Task inputs:

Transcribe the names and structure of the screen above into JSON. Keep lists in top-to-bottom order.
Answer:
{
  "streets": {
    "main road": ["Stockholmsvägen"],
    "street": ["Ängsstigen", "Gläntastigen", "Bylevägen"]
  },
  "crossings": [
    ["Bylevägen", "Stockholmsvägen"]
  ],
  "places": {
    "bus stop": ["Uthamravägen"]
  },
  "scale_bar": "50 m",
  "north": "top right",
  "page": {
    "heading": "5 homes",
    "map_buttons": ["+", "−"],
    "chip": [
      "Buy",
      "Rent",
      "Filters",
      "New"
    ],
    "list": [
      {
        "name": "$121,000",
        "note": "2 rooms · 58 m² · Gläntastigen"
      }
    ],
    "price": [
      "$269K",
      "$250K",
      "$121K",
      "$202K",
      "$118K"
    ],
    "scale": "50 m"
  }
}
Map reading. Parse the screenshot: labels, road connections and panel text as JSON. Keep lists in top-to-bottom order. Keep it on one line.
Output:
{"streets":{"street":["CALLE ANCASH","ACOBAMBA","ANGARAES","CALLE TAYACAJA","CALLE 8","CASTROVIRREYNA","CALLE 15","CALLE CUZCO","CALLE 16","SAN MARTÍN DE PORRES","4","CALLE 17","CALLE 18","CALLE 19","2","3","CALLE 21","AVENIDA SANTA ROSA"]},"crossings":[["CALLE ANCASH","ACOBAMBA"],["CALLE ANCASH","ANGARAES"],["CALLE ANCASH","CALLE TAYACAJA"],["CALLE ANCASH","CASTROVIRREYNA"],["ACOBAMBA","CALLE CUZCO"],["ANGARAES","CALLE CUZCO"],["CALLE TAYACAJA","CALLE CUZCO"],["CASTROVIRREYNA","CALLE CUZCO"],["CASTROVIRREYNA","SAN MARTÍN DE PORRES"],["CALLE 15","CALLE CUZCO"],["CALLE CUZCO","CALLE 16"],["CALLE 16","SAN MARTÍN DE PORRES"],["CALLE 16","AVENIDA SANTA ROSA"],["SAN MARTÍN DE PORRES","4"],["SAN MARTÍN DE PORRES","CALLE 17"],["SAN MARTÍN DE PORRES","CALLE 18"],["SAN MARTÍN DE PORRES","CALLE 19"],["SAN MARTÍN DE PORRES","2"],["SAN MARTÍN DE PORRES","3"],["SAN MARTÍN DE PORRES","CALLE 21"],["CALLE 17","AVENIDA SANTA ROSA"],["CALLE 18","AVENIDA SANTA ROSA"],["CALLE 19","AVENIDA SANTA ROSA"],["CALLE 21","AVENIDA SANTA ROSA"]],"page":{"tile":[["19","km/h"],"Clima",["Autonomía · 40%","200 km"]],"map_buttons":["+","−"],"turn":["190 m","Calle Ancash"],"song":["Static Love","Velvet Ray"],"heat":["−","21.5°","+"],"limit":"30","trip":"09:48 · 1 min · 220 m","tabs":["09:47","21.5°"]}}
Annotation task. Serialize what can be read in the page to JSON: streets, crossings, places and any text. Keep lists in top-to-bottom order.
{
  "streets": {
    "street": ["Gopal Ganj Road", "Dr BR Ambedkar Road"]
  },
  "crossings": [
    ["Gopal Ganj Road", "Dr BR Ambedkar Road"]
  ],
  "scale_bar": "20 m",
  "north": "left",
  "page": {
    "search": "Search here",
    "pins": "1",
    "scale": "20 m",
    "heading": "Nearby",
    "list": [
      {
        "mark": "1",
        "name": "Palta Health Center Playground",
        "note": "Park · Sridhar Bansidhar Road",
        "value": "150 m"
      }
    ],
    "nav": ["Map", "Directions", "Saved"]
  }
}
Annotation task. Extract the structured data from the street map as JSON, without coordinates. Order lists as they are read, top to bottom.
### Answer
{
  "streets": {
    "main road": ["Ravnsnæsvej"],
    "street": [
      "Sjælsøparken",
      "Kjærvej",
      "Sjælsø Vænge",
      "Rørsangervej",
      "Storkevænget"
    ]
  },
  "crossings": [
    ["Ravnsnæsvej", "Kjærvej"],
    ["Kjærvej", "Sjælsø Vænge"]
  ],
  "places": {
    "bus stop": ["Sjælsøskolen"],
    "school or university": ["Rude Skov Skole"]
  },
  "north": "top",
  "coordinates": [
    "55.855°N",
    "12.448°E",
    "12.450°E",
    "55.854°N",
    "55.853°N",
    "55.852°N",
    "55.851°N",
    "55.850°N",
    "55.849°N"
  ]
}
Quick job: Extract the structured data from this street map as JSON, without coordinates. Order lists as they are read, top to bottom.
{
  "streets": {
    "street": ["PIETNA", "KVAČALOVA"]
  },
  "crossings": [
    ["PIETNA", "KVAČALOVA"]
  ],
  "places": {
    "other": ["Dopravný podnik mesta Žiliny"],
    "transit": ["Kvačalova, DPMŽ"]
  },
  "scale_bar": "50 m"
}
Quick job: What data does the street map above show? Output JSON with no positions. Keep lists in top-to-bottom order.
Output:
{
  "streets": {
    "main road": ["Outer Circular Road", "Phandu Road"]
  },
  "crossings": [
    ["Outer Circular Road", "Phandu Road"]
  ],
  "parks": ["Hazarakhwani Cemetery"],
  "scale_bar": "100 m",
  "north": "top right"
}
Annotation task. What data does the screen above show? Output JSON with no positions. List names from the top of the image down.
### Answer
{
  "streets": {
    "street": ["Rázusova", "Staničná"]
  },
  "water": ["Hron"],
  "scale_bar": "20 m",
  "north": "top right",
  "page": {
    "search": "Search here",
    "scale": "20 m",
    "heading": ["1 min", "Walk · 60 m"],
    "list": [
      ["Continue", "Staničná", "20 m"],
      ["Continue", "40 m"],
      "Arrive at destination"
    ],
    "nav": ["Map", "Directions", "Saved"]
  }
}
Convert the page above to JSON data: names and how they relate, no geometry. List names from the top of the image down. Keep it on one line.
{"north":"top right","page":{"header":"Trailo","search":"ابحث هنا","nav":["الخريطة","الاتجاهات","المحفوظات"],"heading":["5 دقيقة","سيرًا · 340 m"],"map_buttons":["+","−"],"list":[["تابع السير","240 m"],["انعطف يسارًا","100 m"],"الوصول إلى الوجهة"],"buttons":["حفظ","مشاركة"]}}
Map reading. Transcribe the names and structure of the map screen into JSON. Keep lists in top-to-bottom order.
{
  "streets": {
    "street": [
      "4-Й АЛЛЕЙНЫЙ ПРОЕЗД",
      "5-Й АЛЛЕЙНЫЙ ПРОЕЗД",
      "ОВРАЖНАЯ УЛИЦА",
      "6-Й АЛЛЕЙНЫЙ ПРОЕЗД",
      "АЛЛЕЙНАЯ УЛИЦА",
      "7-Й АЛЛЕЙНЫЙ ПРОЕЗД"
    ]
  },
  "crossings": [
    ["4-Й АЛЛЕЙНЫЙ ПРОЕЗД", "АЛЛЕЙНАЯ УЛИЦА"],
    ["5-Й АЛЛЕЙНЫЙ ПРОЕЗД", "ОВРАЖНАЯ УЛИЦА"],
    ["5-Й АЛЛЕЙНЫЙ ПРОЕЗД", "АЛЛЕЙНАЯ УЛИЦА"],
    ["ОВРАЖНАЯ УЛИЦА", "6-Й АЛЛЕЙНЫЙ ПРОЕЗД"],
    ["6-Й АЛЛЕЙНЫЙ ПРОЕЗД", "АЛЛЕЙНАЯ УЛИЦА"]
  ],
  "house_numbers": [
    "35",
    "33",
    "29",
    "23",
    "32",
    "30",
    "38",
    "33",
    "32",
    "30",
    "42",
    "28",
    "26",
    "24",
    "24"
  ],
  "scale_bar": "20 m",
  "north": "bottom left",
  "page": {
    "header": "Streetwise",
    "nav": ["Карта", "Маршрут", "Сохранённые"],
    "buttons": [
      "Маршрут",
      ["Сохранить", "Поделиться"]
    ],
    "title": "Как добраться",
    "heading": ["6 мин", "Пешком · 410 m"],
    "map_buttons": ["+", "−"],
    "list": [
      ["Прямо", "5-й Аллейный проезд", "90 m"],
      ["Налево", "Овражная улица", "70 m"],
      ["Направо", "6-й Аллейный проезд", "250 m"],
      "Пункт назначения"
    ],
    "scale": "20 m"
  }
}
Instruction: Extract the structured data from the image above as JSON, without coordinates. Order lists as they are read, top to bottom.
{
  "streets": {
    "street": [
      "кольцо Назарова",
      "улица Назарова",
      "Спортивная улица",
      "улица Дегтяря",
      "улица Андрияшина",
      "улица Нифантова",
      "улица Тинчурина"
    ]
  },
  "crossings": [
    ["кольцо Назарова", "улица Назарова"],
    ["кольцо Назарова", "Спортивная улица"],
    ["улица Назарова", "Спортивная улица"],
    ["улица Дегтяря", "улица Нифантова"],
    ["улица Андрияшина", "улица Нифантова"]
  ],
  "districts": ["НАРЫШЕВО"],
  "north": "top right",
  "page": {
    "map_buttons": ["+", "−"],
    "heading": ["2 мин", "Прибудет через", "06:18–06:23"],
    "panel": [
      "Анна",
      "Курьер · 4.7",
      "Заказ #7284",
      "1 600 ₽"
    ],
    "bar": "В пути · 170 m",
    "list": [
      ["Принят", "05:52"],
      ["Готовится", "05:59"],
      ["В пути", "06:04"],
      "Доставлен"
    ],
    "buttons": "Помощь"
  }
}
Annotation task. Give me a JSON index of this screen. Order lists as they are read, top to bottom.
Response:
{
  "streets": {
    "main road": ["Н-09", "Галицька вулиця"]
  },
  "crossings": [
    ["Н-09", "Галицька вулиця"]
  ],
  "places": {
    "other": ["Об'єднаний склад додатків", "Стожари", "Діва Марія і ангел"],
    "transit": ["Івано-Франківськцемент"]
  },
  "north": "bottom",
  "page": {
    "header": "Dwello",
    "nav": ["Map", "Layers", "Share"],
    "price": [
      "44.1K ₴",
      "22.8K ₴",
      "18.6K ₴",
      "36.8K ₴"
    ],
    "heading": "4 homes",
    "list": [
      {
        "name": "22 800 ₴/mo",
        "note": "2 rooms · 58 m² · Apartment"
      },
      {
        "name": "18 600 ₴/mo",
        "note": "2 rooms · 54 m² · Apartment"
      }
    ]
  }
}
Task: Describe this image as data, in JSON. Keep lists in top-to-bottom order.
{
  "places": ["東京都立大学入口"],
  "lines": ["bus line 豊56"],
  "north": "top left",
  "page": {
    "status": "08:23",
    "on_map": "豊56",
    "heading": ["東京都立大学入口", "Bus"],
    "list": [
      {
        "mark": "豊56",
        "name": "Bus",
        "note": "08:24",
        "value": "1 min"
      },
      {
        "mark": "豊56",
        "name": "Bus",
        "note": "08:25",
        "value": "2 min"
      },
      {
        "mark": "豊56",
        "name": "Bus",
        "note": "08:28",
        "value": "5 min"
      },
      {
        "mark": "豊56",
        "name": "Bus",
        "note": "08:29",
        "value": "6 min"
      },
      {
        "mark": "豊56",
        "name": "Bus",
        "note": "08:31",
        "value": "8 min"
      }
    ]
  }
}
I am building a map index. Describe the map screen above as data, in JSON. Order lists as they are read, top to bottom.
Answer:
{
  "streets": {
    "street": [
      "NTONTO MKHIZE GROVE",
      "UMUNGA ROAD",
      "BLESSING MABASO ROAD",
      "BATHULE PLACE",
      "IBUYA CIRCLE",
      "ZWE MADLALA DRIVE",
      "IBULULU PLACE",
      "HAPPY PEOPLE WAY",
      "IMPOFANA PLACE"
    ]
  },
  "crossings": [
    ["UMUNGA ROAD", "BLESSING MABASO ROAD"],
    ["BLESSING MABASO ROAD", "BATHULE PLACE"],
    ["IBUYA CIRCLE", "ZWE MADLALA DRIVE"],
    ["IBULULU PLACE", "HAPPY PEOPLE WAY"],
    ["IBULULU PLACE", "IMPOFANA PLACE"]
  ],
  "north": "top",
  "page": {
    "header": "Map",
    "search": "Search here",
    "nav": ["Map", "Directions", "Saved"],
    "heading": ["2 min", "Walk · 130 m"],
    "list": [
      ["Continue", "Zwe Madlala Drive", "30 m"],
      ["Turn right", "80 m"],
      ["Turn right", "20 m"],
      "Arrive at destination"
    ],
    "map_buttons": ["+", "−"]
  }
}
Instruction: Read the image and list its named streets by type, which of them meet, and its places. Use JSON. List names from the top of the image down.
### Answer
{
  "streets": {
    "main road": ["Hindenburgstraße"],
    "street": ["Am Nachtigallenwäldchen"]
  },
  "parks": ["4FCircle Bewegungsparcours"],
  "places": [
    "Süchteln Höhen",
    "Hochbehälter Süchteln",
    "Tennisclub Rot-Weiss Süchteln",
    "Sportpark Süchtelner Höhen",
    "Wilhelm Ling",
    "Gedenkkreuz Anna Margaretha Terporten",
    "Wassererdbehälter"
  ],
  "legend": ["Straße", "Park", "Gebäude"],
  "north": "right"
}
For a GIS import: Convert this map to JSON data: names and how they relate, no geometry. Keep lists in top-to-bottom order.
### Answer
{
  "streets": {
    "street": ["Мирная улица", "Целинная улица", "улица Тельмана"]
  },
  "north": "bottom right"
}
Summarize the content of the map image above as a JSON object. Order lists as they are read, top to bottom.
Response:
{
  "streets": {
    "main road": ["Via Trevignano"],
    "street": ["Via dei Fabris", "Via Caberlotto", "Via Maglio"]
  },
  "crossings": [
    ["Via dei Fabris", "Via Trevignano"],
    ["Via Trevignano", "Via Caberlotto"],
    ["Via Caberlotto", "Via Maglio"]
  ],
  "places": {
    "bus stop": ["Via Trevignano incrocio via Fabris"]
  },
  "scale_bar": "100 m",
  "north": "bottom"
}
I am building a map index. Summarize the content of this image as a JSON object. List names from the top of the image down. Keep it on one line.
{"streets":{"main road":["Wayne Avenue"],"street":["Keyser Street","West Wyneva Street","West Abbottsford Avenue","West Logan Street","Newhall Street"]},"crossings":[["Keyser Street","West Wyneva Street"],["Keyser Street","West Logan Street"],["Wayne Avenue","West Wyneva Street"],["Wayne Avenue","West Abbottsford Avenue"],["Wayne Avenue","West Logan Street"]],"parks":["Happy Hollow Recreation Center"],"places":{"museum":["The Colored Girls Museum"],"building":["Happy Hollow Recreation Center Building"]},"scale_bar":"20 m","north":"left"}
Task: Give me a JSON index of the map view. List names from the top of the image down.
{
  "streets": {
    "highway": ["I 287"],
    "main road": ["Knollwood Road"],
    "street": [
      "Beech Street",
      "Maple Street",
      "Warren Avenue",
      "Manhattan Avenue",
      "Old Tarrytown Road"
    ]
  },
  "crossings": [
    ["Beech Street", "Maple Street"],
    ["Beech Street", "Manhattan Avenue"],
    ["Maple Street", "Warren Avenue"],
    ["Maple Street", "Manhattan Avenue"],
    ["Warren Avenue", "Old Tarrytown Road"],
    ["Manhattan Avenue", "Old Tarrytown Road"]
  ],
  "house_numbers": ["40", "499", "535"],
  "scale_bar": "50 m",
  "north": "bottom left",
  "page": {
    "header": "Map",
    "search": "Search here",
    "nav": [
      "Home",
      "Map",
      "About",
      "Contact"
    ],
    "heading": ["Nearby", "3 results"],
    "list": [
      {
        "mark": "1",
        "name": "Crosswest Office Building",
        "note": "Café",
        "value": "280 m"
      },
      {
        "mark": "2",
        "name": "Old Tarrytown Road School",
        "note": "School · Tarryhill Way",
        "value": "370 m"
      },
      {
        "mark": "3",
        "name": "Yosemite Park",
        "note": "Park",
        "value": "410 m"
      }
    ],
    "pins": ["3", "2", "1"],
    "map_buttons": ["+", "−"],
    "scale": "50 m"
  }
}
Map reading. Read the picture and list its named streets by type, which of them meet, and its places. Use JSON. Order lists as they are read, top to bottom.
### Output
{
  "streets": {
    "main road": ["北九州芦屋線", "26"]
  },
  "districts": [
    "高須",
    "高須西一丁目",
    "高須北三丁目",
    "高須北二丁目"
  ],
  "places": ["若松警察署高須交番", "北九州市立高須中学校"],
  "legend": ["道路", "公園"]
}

Work task: Through the line that holds "Map reading. Parse", repeat the material above exactly, starting at its first line.

Exercise solution:
Transcribe the names and structure of the screen above into JSON. Keep lists in top-to-bottom order.
Answer:
{
  "streets": {
    "main road": ["Stockholmsvägen"],
    "street": ["Ängsstigen", "Gläntastigen", "Bylevägen"]
  },
  "crossings": [
    ["Bylevägen", "Stockholmsvägen"]
  ],
  "places": {
    "bus stop": ["Uthamravägen"]
  },
  "scale_bar": "50 m",
  "north": "top right",
  "page": {
    "heading": "5 homes",
    "map_buttons": ["+", "−"],
    "chip": [
      "Buy",
      "Rent",
      "Filters",
      "New"
    ],
    "list": [
      {
        "name": "$121,000",
        "note": "2 rooms · 58 m² · Gläntastigen"
      }
    ],
    "price": [
      "$269K",
      "$250K",
      "$121K",
      "$202K",
      "$118K"
    ],
    "scale": "50 m"
  }
}
Map reading. Parse the screenshot: labels, road connections and panel text as JSON. Keep lists in top-to-bottom order. Keep it on one line.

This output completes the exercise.